**Exercise instructions:** Filter the entries for the word "border". Copy each line in which it occurs.

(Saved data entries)
*** Block opens ***

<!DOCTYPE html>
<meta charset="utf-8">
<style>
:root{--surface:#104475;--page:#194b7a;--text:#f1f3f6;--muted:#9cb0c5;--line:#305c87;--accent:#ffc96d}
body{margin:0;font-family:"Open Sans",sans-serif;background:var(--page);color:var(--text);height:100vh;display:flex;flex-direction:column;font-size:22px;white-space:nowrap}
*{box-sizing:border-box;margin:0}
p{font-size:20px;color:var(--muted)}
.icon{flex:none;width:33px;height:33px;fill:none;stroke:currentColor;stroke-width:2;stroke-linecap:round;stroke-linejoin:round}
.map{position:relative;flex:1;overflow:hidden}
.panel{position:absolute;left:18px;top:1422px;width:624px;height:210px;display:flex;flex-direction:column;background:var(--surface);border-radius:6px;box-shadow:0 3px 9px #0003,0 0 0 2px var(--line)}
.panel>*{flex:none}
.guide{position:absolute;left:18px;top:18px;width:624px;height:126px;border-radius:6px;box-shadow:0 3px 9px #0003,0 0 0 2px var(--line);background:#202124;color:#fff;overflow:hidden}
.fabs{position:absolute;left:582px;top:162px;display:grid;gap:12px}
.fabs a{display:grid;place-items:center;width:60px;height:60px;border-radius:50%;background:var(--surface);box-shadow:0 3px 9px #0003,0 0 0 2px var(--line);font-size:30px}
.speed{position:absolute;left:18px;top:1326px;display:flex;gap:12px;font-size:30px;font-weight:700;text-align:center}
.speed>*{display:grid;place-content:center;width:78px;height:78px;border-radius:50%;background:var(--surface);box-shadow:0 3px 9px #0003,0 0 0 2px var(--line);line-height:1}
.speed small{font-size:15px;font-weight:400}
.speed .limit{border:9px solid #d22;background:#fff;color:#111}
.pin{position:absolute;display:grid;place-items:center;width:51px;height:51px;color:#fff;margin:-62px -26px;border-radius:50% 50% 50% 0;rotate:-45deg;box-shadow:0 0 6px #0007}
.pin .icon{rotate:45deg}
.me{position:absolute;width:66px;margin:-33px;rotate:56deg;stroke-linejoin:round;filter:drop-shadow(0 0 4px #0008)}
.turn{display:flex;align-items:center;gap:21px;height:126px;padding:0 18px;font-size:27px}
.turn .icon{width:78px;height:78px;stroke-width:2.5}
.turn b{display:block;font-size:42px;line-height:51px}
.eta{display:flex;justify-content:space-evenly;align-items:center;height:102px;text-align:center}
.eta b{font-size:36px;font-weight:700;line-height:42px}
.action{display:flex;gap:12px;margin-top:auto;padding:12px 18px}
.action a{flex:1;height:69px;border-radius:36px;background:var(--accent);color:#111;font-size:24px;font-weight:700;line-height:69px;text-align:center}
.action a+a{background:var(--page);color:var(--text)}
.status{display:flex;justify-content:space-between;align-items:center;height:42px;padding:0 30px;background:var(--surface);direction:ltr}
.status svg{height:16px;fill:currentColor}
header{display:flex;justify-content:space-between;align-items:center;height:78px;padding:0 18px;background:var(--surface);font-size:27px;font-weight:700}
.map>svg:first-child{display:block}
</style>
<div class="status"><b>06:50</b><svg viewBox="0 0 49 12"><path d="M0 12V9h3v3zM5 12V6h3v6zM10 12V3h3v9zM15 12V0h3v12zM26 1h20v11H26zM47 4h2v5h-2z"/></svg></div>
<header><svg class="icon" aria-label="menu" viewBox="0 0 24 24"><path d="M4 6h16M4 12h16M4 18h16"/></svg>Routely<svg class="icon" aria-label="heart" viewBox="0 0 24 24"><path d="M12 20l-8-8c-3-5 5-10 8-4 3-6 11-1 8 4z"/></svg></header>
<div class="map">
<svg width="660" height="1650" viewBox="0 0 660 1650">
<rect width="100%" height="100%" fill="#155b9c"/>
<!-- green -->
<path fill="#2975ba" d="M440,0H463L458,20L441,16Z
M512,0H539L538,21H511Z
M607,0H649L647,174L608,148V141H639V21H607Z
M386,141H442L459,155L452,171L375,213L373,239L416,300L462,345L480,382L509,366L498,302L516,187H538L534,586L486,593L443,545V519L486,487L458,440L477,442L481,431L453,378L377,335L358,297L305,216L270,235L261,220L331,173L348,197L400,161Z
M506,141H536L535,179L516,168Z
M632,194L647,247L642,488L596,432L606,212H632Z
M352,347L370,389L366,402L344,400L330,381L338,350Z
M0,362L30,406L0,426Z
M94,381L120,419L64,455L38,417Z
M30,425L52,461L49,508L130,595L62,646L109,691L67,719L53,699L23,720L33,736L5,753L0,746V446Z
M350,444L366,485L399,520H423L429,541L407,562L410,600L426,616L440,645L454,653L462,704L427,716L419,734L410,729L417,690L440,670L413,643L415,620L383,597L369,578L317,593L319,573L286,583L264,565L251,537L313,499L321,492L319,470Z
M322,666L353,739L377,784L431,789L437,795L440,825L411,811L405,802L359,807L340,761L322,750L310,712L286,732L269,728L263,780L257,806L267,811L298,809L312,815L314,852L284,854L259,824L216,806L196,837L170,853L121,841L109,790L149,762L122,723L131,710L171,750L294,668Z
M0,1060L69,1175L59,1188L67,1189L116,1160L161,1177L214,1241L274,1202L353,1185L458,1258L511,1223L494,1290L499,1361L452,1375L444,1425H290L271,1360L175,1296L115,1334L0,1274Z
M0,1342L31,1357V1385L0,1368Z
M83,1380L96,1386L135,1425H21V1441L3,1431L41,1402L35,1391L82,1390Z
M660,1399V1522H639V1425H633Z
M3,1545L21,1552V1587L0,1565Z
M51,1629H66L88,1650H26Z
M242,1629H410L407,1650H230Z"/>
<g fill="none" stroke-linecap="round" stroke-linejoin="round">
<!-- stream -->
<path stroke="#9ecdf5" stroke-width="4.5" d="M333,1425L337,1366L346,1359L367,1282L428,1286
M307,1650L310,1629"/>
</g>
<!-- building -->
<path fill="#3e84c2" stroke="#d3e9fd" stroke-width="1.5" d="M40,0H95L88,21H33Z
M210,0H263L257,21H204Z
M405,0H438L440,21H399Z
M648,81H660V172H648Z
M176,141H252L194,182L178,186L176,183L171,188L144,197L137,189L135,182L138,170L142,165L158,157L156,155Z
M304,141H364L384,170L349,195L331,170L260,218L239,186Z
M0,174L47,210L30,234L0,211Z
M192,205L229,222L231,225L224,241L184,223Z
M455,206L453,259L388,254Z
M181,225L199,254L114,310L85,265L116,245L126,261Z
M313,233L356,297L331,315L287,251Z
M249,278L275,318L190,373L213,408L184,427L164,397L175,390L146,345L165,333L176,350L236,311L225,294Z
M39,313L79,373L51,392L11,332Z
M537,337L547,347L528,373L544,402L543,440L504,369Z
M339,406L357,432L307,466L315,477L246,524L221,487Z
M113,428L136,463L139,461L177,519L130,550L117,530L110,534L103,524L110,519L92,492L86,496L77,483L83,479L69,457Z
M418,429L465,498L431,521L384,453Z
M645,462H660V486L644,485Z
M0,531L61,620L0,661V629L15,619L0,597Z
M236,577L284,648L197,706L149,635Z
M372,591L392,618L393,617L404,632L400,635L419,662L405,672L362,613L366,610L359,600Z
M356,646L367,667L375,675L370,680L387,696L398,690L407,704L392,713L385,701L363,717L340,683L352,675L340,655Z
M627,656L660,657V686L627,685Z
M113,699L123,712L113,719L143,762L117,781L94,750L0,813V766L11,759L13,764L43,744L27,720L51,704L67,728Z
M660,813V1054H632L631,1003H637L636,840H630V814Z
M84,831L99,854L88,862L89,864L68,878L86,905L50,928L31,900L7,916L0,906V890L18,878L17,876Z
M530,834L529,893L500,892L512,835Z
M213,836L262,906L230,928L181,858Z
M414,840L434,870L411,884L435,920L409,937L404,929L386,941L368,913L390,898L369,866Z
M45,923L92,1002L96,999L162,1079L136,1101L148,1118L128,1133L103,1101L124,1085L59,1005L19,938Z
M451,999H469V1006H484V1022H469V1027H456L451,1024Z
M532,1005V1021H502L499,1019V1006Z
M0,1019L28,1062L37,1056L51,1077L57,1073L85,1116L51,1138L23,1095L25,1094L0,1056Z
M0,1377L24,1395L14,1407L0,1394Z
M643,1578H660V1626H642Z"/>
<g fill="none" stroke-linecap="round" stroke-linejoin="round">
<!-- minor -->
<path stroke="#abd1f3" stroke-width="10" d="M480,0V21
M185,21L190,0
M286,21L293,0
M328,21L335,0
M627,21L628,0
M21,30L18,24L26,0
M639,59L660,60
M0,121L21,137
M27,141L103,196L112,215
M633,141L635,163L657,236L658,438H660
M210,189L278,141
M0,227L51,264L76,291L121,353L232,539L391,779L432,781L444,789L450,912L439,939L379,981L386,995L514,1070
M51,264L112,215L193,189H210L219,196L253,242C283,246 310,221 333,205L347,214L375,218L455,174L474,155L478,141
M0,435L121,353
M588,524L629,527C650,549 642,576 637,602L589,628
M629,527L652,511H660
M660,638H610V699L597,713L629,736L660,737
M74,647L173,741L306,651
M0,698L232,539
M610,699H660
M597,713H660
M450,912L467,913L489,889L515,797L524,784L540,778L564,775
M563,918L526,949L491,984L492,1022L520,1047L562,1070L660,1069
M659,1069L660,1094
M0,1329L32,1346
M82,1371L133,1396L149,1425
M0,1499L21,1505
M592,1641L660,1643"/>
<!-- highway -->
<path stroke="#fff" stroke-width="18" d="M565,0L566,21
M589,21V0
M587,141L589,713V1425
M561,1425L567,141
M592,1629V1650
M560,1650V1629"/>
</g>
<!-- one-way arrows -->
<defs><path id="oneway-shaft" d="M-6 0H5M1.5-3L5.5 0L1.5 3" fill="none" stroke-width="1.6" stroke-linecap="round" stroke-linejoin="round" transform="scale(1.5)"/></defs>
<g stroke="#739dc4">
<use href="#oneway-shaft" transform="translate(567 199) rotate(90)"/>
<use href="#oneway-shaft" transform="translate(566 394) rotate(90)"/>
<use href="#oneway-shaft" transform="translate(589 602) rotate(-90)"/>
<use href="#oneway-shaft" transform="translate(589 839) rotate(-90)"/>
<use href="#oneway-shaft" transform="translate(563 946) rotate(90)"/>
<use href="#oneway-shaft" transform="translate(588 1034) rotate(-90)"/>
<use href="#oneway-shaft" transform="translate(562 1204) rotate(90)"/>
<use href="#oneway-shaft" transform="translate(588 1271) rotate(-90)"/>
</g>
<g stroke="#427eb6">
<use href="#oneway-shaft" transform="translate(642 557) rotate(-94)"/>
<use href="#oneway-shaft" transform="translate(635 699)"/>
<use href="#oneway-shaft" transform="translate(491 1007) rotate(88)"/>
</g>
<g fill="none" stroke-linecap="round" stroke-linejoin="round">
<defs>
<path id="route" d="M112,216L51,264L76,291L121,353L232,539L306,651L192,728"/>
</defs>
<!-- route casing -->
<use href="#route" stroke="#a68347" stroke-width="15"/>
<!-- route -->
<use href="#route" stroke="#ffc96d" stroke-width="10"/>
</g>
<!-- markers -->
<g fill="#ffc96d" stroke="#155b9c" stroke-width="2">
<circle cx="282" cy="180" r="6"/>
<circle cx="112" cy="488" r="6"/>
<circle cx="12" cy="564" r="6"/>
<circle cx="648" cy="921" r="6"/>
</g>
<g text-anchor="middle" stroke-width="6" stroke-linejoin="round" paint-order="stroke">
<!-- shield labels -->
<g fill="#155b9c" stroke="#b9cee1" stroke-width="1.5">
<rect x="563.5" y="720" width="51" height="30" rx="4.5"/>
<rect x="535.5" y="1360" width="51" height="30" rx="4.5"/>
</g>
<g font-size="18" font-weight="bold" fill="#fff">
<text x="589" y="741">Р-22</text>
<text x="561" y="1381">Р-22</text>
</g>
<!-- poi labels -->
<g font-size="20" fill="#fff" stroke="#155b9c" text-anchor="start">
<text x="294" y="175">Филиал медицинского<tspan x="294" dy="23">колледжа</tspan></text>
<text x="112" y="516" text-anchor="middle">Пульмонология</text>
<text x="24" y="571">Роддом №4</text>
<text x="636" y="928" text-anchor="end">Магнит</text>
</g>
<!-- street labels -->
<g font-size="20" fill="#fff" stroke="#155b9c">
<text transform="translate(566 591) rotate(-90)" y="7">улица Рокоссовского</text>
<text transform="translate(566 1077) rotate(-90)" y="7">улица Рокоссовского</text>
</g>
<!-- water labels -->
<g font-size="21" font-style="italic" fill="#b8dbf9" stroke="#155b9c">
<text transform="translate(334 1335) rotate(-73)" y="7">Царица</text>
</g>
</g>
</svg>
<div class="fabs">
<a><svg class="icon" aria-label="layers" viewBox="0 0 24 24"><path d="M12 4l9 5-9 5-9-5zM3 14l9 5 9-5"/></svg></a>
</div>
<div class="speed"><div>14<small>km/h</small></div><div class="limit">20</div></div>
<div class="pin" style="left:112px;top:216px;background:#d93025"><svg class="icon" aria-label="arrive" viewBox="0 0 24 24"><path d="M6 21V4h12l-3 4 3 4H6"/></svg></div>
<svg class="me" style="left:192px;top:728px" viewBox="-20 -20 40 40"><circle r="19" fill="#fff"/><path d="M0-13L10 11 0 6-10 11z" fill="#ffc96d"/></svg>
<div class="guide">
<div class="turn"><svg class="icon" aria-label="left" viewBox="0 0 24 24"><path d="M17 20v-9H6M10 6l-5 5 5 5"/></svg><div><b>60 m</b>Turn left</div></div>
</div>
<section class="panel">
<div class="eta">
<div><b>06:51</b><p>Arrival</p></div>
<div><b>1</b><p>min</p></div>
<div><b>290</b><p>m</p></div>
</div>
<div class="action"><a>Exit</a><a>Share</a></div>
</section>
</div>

*** Block closes ***

**Answer for the task:**
*{box-sizing:border-box;margin:0}
.panel{position:absolute;left:18px;top:1422px;width:624px;height:210px;display:flex;flex-direction:column;background:var(--surface);border-radius:6px;box-shadow:0 3px 9px #0003,0 0 0 2px var(--line)}
.guide{position:absolute;left:18px;top:18px;width:624px;height:126px;border-radius:6px;box-shadow:0 3px 9px #0003,0 0 0 2px var(--line);background:#202124;color:#fff;overflow:hidden}
.fabs a{display:grid;place-items:center;width:60px;height:60px;border-radius:50%;background:var(--surface);box-shadow:0 3px 9px #0003,0 0 0 2px var(--line);font-size:30px}
.speed>*{display:grid;place-content:center;width:78px;height:78px;border-radius:50%;background:var(--surface);box-shadow:0 3px 9px #0003,0 0 0 2px var(--line);line-height:1}
.speed .limit{border:9px solid #d22;background:#fff;color:#111}
.pin{position:absolute;display:grid;place-items:center;width:51px;height:51px;color:#fff;margin:-62px -26px;border-radius:50% 50% 50% 0;rotate:-45deg;box-shadow:0 0 6px #0007}
.action a{flex:1;height:69px;border-radius:36px;background:var(--accent);color:#111;font-size:24px;font-weight:700;line-height:69px;text-align:center}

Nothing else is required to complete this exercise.